Saved data entries

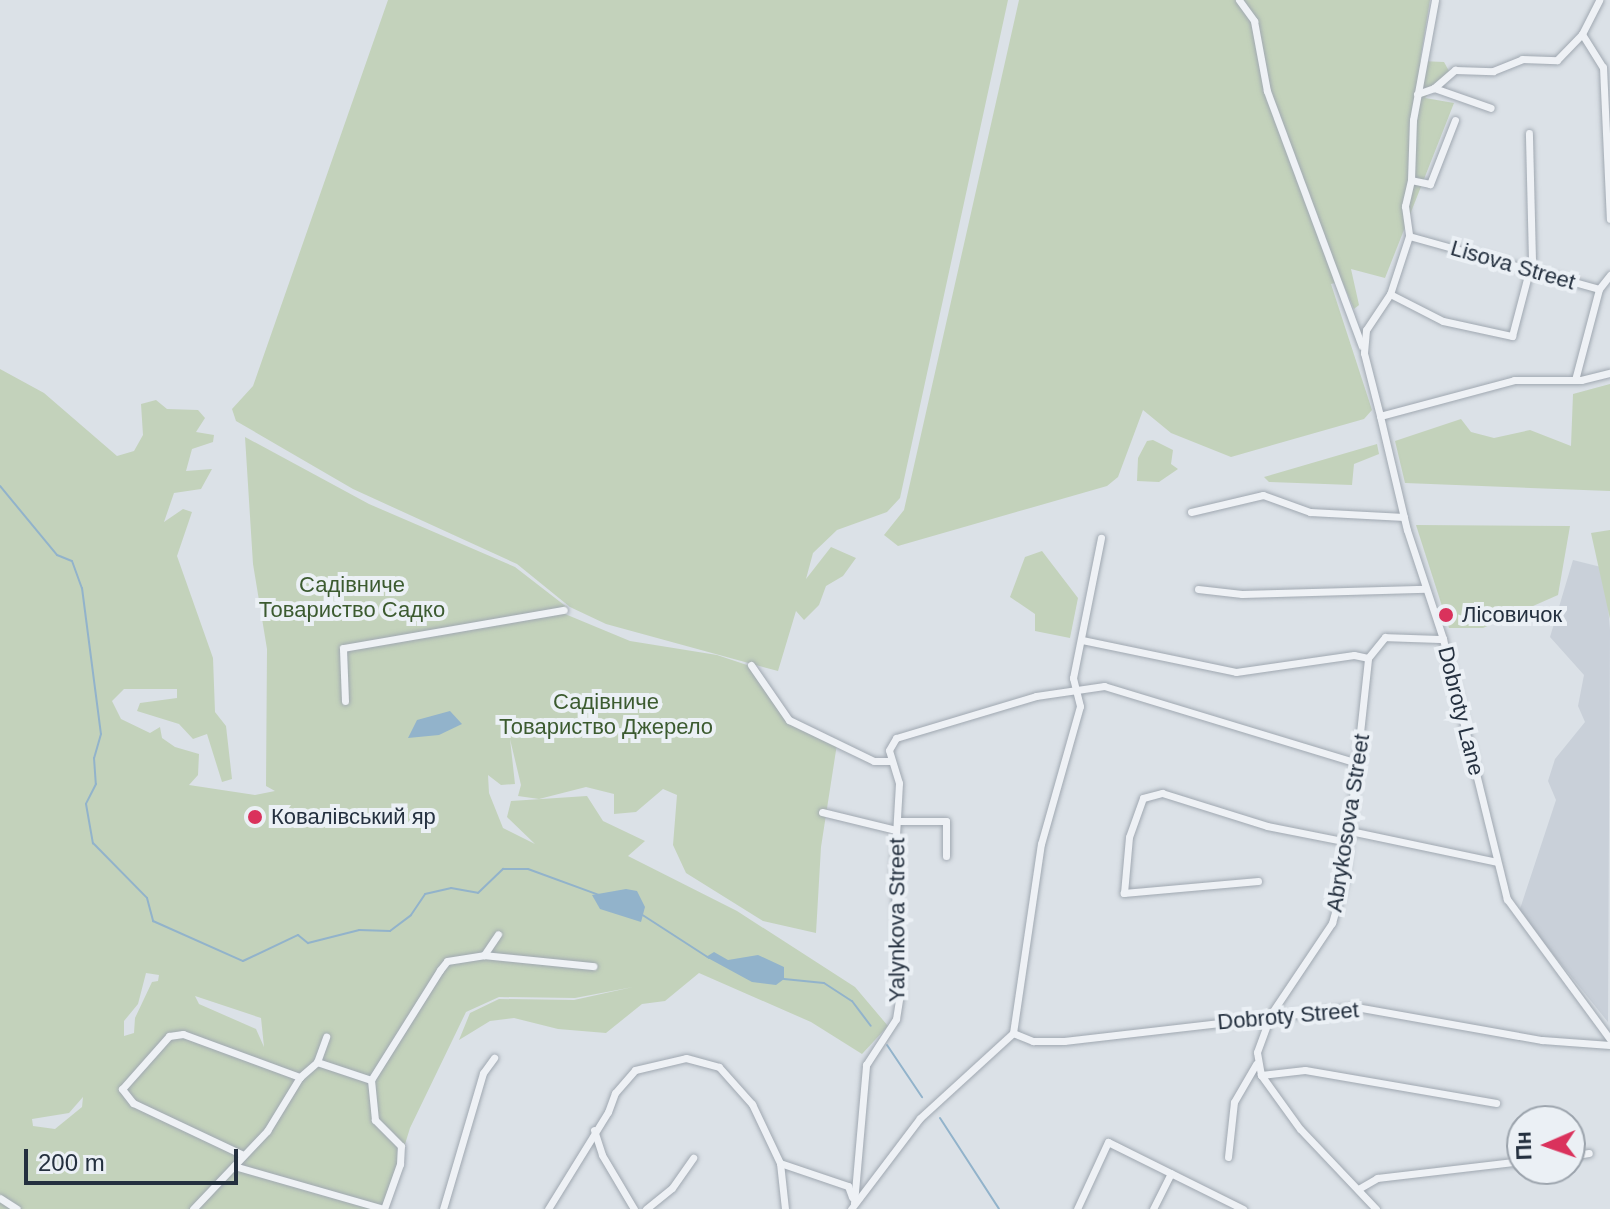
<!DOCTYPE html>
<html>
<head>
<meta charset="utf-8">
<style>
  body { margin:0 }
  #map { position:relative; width:1610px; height:1209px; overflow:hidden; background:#dbe1e7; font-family:Arial,sans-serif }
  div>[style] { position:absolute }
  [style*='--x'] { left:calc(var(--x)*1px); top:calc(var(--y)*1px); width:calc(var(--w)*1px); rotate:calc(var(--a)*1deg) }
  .built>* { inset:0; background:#c9d0d9 }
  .green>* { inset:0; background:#c3d2bb }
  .water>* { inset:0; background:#92b3cb }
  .stream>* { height:2px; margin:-1px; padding:0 1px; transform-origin:1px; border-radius:1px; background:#92b3cb }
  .roads { filter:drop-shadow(0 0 2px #a0a8b1) drop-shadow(0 0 2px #a0a8b1) }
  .minor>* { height:7px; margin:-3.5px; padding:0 3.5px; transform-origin:3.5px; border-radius:3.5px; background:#eef1f5 }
  .dots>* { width:22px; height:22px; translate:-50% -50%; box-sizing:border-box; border:4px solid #ebf0f5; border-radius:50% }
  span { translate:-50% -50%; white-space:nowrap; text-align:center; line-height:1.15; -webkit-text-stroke:8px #ebf0f5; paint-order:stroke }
  .street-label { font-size:22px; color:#24303f }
  .park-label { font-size:22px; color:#3c5b30 }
  .poi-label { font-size:22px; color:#24303f }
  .left { translate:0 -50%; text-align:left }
  .north { position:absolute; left:1506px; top:1105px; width:80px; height:80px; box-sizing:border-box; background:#ebf0f5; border:2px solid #9ba3ac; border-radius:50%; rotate:268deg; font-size:22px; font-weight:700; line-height:32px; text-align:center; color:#24303f }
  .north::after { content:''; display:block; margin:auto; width:28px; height:36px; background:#da325c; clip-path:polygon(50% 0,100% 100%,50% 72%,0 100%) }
  .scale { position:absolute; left:24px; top:1149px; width:214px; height:36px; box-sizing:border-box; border:4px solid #24303f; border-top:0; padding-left:10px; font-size:24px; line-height:28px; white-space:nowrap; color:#24303f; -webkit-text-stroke:6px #ebf0f5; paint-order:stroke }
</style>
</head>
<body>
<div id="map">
  <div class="built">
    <i style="clip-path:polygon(1573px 560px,1605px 568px,1610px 630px,1608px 1022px,1519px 912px,1556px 800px,1548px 781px,1555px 759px,1585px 722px,1578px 706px,1584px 675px,1550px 637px)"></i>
  </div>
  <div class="green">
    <i style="clip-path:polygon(388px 0,1008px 0,900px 498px,887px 512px,837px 530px,813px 553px,806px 579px,831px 547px,856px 558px,843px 576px,826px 586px,819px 605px,804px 620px,796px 611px,778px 671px,606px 624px,570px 607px,517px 564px,353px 489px,236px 421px,232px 409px,253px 386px)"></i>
    <i style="clip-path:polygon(1019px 0,1430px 0,1420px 61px,1444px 62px,1449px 71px,1425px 98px,1454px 103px,1385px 278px,1351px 269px,1359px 305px,1354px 309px,1342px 281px,1331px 284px,1372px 410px,1364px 419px,1231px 457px,1171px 433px,1143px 410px,1118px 477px,1107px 486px,898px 546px,884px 535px,904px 510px)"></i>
    <i style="clip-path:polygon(evenodd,0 369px,44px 393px,117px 456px,134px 451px,143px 435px,141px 404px,156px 400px,167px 409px,198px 410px,205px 418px,196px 432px,214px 435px,213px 442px,192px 449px,186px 471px,212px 469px,201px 489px,174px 493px,164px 522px,183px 509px,192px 512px,177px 556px,213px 658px,215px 712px,226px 726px,232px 779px,222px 782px,207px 734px,193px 739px,179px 724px,137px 711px,140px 703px,177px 698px,177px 689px,124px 689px,112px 701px,121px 719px,150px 733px,160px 727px,162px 738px,175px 747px,199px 754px,198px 775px,189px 785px,255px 795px,275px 791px,266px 786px,267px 649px,253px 564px,245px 437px,369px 504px,515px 567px,568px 608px,565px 614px,630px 641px,717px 655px,750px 666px,787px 721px,837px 744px,821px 847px,816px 933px,763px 921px,686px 873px,673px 845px,677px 795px,663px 789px,636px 812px,614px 814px,614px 794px,586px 787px,539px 799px,518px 796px,521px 785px,510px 739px,515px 784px,501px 785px,488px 775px,489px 793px,503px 828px,535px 844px,507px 817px,511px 801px,587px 796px,603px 821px,645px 841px,628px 856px,737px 911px,855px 987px,888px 1026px,862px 1054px,811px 1022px,699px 973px,665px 1001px,642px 1004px,606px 1033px,558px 1029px,514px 1018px,490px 1021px,459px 1040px,470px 1013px,499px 999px,574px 1000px,633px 987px,575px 998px,499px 997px,466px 1012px,410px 1128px,385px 1209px,0 1209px,0 369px,146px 973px,159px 975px,158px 981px,152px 982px,135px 1018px,134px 1033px,124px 1036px,124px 1021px,138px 1004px,146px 973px,0 369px,195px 996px,261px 1018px,264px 1047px,256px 1029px,199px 1004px,195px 996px,0 369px,83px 1097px,82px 1107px,55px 1129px,33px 1126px,32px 1119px,69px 1113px,83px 1097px)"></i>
    <i style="clip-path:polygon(1610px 384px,1610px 491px,1405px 483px,1395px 441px,1461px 419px,1471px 432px,1494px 438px,1530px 430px,1571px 446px,1573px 394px)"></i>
    <i style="clip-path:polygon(1153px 440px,1173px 450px,1171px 464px,1178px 469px,1159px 482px,1137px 481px,1138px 458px,1147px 441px)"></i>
    <i style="clip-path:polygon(1377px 444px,1379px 454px,1354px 464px,1352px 485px,1269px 482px,1264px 477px)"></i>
    <i style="clip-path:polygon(1416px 525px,1570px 526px,1558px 595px,1483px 628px,1449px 628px)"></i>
    <i style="clip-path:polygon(1610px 530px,1610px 619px,1591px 533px)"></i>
    <i style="clip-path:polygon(1042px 551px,1078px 598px,1070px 638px,1035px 631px,1035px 614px,1010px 597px,1025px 557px)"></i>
  </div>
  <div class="water">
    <i style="clip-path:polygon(450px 711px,462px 724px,439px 735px,408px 738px,417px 720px)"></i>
    <i style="clip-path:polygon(626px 889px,637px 891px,645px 907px,641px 922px,600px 909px,592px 895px)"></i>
    <i style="clip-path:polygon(714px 952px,728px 960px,758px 955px,784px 967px,784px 979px,776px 985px,752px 982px,706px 957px)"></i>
  </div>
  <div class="stream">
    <i style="--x:0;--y:486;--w:89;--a:50.4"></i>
    <i style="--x:57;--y:555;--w:16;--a:22"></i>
    <i style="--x:72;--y:561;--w:29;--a:70"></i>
    <i style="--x:82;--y:588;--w:147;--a:82.6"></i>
    <i style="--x:101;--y:734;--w:25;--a:106"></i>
    <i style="--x:94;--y:758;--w:26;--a:86"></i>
    <i style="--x:96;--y:784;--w:22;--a:117"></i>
    <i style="--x:86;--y:804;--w:40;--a:80"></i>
    <i style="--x:93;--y:843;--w:77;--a:45.5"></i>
    <i style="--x:147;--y:898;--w:24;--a:75"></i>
    <i style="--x:153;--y:921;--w:98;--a:24"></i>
    <i style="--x:243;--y:961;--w:61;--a:-25.3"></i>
    <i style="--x:298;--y:935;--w:13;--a:39"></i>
    <i style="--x:308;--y:943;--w:53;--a:-14.3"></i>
    <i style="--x:359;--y:930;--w:31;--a:2"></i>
    <i style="--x:390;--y:931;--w:26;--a:-37"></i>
    <i style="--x:411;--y:915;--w:25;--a:-56"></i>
    <i style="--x:425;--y:894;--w:27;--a:-13"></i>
    <i style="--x:451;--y:888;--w:27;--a:10"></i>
    <i style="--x:478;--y:893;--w:35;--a:-44"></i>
    <i style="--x:503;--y:869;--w:25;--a:0"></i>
    <i style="--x:528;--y:869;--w:76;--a:20.1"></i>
    <i style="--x:641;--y:914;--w:81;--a:32.9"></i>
    <i style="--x:784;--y:979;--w:40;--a:5.7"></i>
    <i style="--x:824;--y:983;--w:33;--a:33"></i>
    <i style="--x:852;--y:1001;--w:31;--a:53"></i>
    <i style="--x:887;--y:1045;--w:63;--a:56.1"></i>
    <i style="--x:940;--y:1118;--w:108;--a:57"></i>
  </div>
  <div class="roads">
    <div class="minor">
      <i style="--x:1239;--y:0;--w:26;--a:54"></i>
      <i style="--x:1254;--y:21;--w:71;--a:79.5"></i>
      <i style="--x:1267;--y:91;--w:272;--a:69.6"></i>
      <i style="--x:1582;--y:34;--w:39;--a:58"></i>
      <i style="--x:1603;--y:67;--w:152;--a:87.4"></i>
      <i style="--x:1434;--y:88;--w:60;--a:19.3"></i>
      <i style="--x:1417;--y:94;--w:18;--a:-19"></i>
      <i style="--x:1434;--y:88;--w:28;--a:-41"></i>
      <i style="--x:1455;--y:70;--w:38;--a:2"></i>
      <i style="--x:1493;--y:71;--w:31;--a:-22"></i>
      <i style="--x:1522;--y:59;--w:35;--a:2"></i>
      <i style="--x:1557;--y:60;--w:36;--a:-46"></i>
      <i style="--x:1582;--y:34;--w:38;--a:-63"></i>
      <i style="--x:1455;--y:120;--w:69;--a:111.3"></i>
      <i style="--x:1430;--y:184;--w:19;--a:-168"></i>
      <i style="--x:1411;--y:180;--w:27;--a:103"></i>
      <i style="--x:1405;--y:206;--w:30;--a:82"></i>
      <i style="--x:1409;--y:236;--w:61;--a:108.1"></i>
      <i style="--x:1390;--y:294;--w:43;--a:123.7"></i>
      <i style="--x:1366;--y:330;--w:23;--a:95"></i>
      <i style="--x:1364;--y:353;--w:65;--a:75.7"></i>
      <i style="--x:1380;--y:416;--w:139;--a:-15"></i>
      <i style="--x:1514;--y:380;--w:67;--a:0"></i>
      <i style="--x:1581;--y:380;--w:30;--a:-14"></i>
      <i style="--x:1411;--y:180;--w:60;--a:-88.1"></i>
      <i style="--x:1413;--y:120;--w:122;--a:-79.6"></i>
      <i style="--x:1409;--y:236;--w:197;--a:15.6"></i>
      <i style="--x:1599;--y:289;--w:18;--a:-52"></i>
      <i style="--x:1390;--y:294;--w:59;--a:27"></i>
      <i style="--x:1443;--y:321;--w:71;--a:12.3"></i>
      <i style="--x:1512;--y:336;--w:79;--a:-75.3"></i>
      <i style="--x:1532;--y:260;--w:127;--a:-91.4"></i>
      <i style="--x:1575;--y:380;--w:94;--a:-75.2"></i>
      <i style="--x:1380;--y:416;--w:117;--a:76.7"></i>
      <i style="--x:1407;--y:530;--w:115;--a:71.7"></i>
      <i style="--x:1443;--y:639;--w:268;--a:76.2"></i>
      <i style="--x:1507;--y:899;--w:174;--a:53.7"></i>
      <i style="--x:1191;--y:512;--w:74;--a:-13.3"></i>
      <i style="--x:1263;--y:495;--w:50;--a:19.9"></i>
      <i style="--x:1310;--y:512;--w:94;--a:3"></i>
      <i style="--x:1198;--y:589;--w:44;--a:6.5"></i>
      <i style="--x:1242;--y:594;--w:184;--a:-1.6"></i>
      <i style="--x:1082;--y:640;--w:157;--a:11.7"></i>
      <i style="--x:1236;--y:672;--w:119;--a:-8.2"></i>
      <i style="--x:1354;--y:655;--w:14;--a:12"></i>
      <i style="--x:751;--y:665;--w:67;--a:55.4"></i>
      <i style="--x:789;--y:720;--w:94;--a:25.8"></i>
      <i style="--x:874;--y:761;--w:17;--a:0"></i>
      <i style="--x:345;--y:701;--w:53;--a:-92.2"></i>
      <i style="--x:343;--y:648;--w:224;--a:-9.8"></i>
      <i style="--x:822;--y:812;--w:76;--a:13.7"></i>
      <i style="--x:898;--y:821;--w:48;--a:0"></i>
      <i style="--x:946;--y:821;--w:35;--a:90"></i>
      <i style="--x:1350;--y:831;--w:150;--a:11.9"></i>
      <i style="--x:1258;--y:881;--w:135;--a:174.9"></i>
      <i style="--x:1124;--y:893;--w:56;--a:-84.9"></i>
      <i style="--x:1129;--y:837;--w:41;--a:-70.3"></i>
      <i style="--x:1143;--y:798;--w:20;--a:-15"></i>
      <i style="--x:1162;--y:793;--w:110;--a:17.4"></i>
      <i style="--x:1267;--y:826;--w:83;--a:11.2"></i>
      <i style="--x:484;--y:955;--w:25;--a:-56"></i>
      <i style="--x:1013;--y:1033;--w:22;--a:22"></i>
      <i style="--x:1033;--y:1041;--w:31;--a:0"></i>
      <i style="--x:1064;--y:1041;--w:294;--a:-6.6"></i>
      <i style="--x:1356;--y:1007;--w:189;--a:10.1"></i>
      <i style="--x:1542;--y:1040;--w:68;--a:4.2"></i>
      <i style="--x:317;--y:1062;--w:57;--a:18.4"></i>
      <i style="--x:1261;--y:1075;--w:44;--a:-6.5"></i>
      <i style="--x:1305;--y:1070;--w:194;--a:9.8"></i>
      <i style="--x:594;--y:1130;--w:26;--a:72"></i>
      <i style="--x:602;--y:1155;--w:63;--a:59.3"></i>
      <i style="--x:241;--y:1154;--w:119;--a:-154.7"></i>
      <i style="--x:133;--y:1103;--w:18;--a:-128"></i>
      <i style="--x:122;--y:1089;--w:71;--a:-48.4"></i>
      <i style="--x:169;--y:1036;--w:14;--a:-8"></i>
      <i style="--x:183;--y:1034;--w:125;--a:20.2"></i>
      <i style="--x:1570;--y:1156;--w:19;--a:-9"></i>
      <i style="--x:1228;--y:1157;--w:55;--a:-83.8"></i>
      <i style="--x:1234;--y:1102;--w:44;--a:-59.9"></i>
      <i style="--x:780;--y:1163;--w:72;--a:18.7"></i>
      <i style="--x:848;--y:1186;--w:12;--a:70"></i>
      <i style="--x:234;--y:1166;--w:156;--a:16"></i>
      <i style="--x:1360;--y:1188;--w:20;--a:-30"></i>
      <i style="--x:1377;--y:1178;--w:146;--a:-6.7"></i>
      <i style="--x:0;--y:1198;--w:20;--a:33"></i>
      <i style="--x:854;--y:1203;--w:139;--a:-85"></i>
      <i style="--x:866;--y:1065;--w:55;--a:-56.9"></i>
      <i style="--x:896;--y:1019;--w:26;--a:-81"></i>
      <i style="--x:900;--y:993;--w:123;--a:-92.8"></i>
      <i style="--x:894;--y:870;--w:87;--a:-86.7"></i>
      <i style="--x:899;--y:783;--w:34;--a:-107"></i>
      <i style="--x:889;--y:750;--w:14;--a:-60"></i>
      <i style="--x:896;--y:738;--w:146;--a:-16.7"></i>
      <i style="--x:1036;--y:696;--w:69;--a:-8.4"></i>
      <i style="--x:1104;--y:686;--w:265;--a:16.9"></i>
      <i style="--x:193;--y:1209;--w:108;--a:-46.5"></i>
      <i style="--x:267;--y:1131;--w:63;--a:-58.6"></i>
      <i style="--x:300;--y:1077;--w:23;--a:-41"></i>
      <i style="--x:317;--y:1062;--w:27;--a:-70"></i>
      <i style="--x:384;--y:1209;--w:48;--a:-70.4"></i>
      <i style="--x:400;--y:1164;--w:18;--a:-87"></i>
      <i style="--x:401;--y:1146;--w:37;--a:-135"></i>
      <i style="--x:375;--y:1120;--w:40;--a:-95.7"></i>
      <i style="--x:371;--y:1080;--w:130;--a:-57.9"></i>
      <i style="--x:440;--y:970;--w:11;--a:-52"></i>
      <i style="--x:447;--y:961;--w:37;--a:-9"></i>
      <i style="--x:484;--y:955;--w:110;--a:5.8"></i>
      <i style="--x:443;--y:1209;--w:142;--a:-73.6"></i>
      <i style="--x:483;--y:1073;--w:19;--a:-54"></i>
      <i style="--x:548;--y:1209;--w:114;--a:-58.3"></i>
      <i style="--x:608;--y:1112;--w:20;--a:-70"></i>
      <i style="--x:615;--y:1093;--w:30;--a:-49"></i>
      <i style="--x:635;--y:1070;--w:52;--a:-13.2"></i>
      <i style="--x:686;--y:1058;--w:34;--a:15"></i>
      <i style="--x:719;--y:1067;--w:50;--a:48.3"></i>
      <i style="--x:752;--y:1104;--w:65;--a:64.6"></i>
      <i style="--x:780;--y:1163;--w:46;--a:83.8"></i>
      <i style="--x:646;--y:1209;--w:33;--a:-39"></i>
      <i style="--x:672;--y:1188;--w:37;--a:-55"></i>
      <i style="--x:851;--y:1209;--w:114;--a:-52.8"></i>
      <i style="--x:920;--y:1118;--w:126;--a:-42.4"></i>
      <i style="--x:1013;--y:1033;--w:191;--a:-81.6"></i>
      <i style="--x:1041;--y:844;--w:143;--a:-74.2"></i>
      <i style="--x:1080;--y:706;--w:29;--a:-104"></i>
      <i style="--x:1073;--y:678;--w:143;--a:-78.7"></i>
      <i style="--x:1077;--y:1209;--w:74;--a:-65.2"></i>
      <i style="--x:1108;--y:1142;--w:151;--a:26.4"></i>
      <i style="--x:1153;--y:1209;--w:40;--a:-63.4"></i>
      <i style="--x:1376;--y:1209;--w:110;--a:-133.5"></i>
      <i style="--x:1300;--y:1129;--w:67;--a:-125.8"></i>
      <i style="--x:1261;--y:1075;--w:23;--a:-100"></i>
      <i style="--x:1257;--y:1052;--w:40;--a:-69.8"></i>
      <i style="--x:1271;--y:1014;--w:110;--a:-56.2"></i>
      <i style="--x:1332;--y:923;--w:45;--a:-74.4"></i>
      <i style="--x:1344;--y:880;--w:223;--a:-83.8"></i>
      <i style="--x:1368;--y:658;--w:27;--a:-51"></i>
      <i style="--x:1385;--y:637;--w:58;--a:2"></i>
    </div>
  </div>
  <div class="dots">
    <i style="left:1446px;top:615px;background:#da325c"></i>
    <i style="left:255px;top:817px;background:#da325c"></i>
  </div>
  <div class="street-label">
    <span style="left:1513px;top:265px;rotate:16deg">Lisova Street</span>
    <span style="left:1461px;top:711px;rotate:76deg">Dobroty Lane</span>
    <span style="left:1348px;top:823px;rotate:-81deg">Abrykosova Street</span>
    <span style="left:897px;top:920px;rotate:-90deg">Yalynkova Street</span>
    <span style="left:1288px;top:1016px;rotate:-5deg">Dobroty Street</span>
  </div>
  <div class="park-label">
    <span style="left:352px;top:597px">Садівниче<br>Товариство Садко</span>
    <span style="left:606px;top:714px">Садівниче<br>Товариство Джерело</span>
  </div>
  <div class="poi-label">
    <span class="left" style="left:1462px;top:615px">Лісовичок</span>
    <span class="left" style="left:271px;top:817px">Ковалівський яр</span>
  </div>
  <div class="north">Пн</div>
  <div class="scale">200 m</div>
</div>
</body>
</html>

**Required action:**
The answer should contain only the lines from the start of the records above through the line with "width:22px; height:22px; translate:-50%", copied exactly, and no pictures.

**Answer for this exercise:**
<!DOCTYPE html>
<html>
<head>
<meta charset="utf-8">
<style>
  body { margin:0 }
  #map { position:relative; width:1610px; height:1209px; overflow:hidden; background:#dbe1e7; font-family:Arial,sans-serif }
  div>[style] { position:absolute }
  [style*='--x'] { left:calc(var(--x)*1px); top:calc(var(--y)*1px); width:calc(var(--w)*1px); rotate:calc(var(--a)*1deg) }
  .built>* { inset:0; background:#c9d0d9 }
  .green>* { inset:0; background:#c3d2bb }
  .water>* { inset:0; background:#92b3cb }
  .stream>* { height:2px; margin:-1px; padding:0 1px; transform-origin:1px; border-radius:1px; background:#92b3cb }
  .roads { filter:drop-shadow(0 0 2px #a0a8b1) drop-shadow(0 0 2px #a0a8b1) }
  .minor>* { height:7px; margin:-3.5px; padding:0 3.5px; transform-origin:3.5px; border-radius:3.5px; background:#eef1f5 }
  .dots>* { width:22px; height:22px; translate:-50% -50%; box-sizing:border-box; border:4px solid #ebf0f5; border-radius:50% }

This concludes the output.